Non, ce ne sera pas inscrit au catalogue de Samizdat, mais je veux juste vous faire part de quelques réflexions qui se sont accumulés en 35 ans de vie chrétienne (Dieu seul sait ce que ça vaut...).
À une certaine époque la doctrine "Word-Faith" (ce que j'appelle la "Pensée positive chrétienne"), propagée par des individus tels que Kenneth Copeland, Morris Cerullo, Benny Hinn, Kenneth Hagin et bien d'autres disciples moins connus, avait le vent dans les voiles dans les églises de Pentecôte du Québec. Cette doctrine affirme que le chrétien peut exploiter la "foi" comme une baguette magique et obtenir TOUT ce qu'il veut. Ainsi, Dieu se voit en quelque sorte transformé en machine distributrice où l'on peut obtenir un nouvel emploi, un(e) époux(se), une nouvelle maison, une vie sociale épanouie, la libération de toutes les blessures psychologiques et la victoire dans toutes les difficultés. En somme, le chrétien a le "droit" d'être béni! Mais le hic, c'est que cette doctrine place une charge énorme sur les épaules de ses adeptes (mais non pas sur ces promoteurs), car si les bénédictions attendues et les réponses aux prières ne sont PAS au rendez-vous, TOUTE LA FAUTE porte sur le chrétien qui a une foi fautive. D'autre part, si le chrétien n'est pas toujours "positif", de bonne humeurs, jamais déprimé, alors c'est également de sa faute... Un jour, j'ai entendu un prédicateur attaché à cette pensée affirmer que dans les Psaumes, il n'y a que du "positif". J'imagine qu'il entendait par là, que les Psaumes ne comportaient que des pensées "bénissantes", plaisantes. Rien de déprimant.
Mais le temps a passé et comme bien d'autres j'ai été confronté à la réalité que les chrétiens aussi vivent dans un monde déchu. Eh, oui, ça c'est une doctrine plutôt oubliée dans notre génération... À écouter ces "apôtres" de la Pensée positive chrétienne, à partir de la conversion, le chrétien serait immédiatement transporté au paradis! Fini les épreuves, suffit de crier "Alléluia!" et tous les problèmes disparaissent. Mais ce n'est pas ce que les apôtres ont enseigné aux premiers chrétiens (ex. Actes 14:22; 20:23; 2Cor 7:4; 1Thess 3:4; 2Thess 1:4). Mais évidemment on peut comprendre que cette "évangile" des bénédictions a tout pour plaire aux occidentaux grassouillets du 20e siècle...

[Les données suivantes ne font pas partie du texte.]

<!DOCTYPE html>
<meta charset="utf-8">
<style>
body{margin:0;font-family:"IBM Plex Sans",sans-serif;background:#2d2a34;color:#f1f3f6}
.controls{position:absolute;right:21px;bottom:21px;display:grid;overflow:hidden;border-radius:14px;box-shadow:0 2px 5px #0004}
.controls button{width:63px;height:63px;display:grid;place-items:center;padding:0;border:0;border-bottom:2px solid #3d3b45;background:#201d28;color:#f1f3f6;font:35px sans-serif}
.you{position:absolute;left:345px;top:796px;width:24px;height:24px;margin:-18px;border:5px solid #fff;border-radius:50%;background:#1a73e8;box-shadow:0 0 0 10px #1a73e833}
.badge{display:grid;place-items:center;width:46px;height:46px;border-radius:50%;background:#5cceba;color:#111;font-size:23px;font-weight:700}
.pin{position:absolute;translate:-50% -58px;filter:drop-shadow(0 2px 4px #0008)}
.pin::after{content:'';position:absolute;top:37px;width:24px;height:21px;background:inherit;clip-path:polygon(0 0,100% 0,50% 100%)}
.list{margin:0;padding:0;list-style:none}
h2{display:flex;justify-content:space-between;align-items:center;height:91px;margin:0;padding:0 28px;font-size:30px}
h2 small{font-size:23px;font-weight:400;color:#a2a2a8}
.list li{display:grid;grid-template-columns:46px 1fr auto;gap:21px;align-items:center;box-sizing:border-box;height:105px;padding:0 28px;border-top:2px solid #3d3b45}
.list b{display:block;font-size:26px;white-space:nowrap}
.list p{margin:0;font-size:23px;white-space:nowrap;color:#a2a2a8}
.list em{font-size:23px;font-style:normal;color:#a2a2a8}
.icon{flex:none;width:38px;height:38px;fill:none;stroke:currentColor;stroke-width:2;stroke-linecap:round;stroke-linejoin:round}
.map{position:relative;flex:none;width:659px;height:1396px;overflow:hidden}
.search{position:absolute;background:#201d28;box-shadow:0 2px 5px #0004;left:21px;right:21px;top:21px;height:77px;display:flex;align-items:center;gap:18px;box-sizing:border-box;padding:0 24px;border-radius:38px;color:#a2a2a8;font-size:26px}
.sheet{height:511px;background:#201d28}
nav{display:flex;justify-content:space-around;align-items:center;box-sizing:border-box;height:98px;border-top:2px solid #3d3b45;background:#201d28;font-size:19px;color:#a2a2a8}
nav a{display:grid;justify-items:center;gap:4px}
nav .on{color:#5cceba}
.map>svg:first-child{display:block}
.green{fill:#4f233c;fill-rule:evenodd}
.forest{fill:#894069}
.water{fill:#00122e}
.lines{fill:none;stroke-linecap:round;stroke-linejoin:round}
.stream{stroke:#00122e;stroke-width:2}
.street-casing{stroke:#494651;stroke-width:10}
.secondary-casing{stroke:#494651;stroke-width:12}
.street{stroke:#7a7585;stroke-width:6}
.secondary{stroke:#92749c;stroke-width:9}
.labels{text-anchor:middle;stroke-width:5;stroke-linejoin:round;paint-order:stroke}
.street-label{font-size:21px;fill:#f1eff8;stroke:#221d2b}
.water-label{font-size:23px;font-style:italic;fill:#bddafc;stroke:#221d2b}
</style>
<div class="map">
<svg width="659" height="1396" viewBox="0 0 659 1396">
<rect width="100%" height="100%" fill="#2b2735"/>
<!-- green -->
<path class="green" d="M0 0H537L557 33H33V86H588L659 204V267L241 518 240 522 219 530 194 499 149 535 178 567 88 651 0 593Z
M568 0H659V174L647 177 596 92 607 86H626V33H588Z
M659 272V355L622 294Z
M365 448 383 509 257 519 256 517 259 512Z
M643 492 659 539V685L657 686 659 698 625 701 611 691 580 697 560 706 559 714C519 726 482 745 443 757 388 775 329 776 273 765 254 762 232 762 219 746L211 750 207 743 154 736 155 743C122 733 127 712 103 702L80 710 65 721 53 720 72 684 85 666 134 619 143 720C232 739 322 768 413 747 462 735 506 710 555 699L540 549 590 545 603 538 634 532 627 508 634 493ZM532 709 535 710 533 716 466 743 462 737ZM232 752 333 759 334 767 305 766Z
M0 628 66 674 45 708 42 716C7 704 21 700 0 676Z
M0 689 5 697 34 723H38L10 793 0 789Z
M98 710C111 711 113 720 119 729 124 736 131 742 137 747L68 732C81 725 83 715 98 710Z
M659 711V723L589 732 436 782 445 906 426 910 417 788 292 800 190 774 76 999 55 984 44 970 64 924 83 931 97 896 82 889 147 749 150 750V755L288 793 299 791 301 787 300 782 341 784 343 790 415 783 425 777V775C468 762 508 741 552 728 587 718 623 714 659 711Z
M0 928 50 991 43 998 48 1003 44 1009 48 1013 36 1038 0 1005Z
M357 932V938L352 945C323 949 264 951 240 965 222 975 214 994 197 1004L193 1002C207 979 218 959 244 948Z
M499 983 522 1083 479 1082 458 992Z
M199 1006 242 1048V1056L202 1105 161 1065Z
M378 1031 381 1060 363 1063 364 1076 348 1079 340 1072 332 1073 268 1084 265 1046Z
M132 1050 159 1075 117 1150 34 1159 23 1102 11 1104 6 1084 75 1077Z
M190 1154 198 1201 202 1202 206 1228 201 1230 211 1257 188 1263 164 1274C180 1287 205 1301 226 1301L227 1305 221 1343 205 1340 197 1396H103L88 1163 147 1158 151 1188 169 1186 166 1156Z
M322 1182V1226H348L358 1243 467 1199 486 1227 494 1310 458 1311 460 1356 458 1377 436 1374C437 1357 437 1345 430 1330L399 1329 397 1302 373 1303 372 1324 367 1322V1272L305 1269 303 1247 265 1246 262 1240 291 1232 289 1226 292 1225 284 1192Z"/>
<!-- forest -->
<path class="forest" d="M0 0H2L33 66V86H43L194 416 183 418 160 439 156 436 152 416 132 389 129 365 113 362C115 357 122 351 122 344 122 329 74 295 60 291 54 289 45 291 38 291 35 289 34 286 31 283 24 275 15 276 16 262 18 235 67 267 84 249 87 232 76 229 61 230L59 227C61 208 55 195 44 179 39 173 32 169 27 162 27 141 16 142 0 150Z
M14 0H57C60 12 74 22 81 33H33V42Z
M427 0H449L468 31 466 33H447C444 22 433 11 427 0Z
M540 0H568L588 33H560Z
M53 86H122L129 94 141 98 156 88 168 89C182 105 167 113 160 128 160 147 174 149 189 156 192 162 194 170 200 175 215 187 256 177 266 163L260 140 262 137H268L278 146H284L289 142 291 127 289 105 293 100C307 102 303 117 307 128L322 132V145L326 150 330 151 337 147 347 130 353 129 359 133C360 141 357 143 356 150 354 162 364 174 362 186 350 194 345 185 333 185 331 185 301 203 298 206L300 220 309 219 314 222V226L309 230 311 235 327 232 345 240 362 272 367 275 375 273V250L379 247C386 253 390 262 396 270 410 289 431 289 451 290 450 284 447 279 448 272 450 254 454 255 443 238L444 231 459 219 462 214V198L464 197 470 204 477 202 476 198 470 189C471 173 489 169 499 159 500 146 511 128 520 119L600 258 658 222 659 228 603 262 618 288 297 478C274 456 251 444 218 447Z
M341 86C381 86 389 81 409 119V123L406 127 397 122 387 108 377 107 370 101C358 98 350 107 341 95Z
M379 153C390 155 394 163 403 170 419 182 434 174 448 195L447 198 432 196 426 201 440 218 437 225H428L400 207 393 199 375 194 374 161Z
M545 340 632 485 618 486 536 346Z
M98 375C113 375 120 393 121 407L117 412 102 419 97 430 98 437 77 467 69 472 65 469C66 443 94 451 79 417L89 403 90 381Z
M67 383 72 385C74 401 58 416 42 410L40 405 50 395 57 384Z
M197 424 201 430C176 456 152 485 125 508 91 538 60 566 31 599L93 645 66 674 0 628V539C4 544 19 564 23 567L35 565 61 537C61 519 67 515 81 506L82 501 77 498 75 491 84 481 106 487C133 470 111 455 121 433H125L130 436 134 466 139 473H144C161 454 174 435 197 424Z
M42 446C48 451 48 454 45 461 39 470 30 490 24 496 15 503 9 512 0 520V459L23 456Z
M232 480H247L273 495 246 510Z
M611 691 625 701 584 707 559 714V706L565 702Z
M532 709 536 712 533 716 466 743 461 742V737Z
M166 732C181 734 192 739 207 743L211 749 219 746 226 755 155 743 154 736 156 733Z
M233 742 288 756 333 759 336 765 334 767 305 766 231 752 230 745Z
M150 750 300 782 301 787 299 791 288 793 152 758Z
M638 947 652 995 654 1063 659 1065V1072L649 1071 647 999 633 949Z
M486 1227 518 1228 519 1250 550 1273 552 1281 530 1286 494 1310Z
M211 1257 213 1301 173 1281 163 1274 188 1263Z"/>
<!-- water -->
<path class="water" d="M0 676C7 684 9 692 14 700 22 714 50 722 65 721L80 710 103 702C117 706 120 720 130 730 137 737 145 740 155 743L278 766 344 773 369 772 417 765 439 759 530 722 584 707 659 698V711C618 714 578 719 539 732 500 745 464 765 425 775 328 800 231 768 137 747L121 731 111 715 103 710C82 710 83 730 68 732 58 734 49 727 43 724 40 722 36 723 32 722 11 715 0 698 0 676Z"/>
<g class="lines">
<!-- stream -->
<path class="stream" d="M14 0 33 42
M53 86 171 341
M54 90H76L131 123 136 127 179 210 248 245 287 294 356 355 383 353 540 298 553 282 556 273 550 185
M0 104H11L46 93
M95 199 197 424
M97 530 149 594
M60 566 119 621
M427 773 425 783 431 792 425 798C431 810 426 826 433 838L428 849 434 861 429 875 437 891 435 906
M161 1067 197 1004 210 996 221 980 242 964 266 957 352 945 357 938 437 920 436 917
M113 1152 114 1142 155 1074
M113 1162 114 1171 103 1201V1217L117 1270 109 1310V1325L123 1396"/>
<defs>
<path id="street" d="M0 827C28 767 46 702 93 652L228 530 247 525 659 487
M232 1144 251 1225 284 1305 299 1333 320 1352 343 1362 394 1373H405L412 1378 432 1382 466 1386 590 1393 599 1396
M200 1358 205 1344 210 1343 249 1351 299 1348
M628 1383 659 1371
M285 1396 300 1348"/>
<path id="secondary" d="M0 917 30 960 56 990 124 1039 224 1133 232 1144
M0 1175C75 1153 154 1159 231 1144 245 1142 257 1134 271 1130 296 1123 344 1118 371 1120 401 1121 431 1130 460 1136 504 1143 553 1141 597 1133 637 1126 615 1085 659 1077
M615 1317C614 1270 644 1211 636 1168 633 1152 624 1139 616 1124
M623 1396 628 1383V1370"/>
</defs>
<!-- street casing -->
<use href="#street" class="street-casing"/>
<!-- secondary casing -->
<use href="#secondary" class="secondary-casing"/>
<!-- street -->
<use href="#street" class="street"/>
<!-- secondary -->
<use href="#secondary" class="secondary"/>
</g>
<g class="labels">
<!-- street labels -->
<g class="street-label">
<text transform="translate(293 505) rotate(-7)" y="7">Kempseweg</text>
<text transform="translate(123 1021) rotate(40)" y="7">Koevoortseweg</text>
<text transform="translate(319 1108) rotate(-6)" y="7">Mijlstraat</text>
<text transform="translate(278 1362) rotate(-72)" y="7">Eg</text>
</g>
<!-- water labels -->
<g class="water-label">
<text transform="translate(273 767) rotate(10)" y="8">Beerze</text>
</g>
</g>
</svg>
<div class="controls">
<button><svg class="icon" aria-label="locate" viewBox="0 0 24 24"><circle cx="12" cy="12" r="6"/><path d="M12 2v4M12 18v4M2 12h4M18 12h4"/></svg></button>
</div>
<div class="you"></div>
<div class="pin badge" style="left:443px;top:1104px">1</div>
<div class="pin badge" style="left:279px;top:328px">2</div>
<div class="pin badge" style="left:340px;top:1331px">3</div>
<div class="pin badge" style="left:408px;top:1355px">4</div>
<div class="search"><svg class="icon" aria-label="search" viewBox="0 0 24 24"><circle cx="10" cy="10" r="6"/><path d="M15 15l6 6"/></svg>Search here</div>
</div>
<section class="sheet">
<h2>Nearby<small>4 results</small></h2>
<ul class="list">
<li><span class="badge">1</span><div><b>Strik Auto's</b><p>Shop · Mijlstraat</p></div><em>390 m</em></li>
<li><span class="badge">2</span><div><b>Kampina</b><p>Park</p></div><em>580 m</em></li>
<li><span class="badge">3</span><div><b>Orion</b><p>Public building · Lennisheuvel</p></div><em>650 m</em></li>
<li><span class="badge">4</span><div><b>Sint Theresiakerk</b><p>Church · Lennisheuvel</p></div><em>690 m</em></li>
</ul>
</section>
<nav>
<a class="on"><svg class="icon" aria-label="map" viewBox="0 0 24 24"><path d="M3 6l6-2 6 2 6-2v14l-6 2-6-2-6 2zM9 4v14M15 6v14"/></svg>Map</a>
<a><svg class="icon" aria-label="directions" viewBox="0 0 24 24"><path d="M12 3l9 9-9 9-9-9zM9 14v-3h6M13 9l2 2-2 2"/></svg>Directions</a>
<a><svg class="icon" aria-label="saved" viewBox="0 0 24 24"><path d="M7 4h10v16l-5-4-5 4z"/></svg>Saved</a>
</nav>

Mais, dans mes lectures de la Bible j'ai découvert deux choses.
1) Le chrétien aussi vit dans un monde déchu (où la souffrance et les épreuves existent).
2) Le Dieu de la Bible n'est pas le dieu de la Pensée positive chrétienne. Il n'est pas intimidé ou frustré par un chrétien déprimé qui n'est pas "dans la victoire". Le Dieu de la Bible est capable d'entendre nos plaintes. Comme on dit au Québec, "Il est capable d'en prendre".
Le meilleur exemple est le livre de Job où cet homme fidèle a vu une série inouïe de tuiles qui lui sont tombés sur la tête et qui se fait dire, en guise d'encouragement par sa tendre épouse, "Maudis Dieu, et meurs!". Ouf! Et ensuite des copains bien intentionnés viennent "encourager" Job en lui cherchant des fautes qu'il n'a pas commises. Ah, c'est le comble...
Les Écritures préservent donc plusieurs chapitres d'échanges entre Job et ses copains, mais une bonne part n'est simplement Job, versant sa bile. Comme on dit en québécois, "il vide son sac". Et cela a été préservé dans les Écritures! Comme nous, Job ne sait pas que sur le plan spirituel il se passe des choses, une bagarre invisible, mais à la fin du récit, Dieu intervient et après un échange un peu macho avec Job, il dit aux "copains": "Ma colère est enflammée contre toi et contre tes deux amis, parce que vous n'avez pas parlé de moi avec droiture comme l'a fait mon serviteur Job." (Job 42:7)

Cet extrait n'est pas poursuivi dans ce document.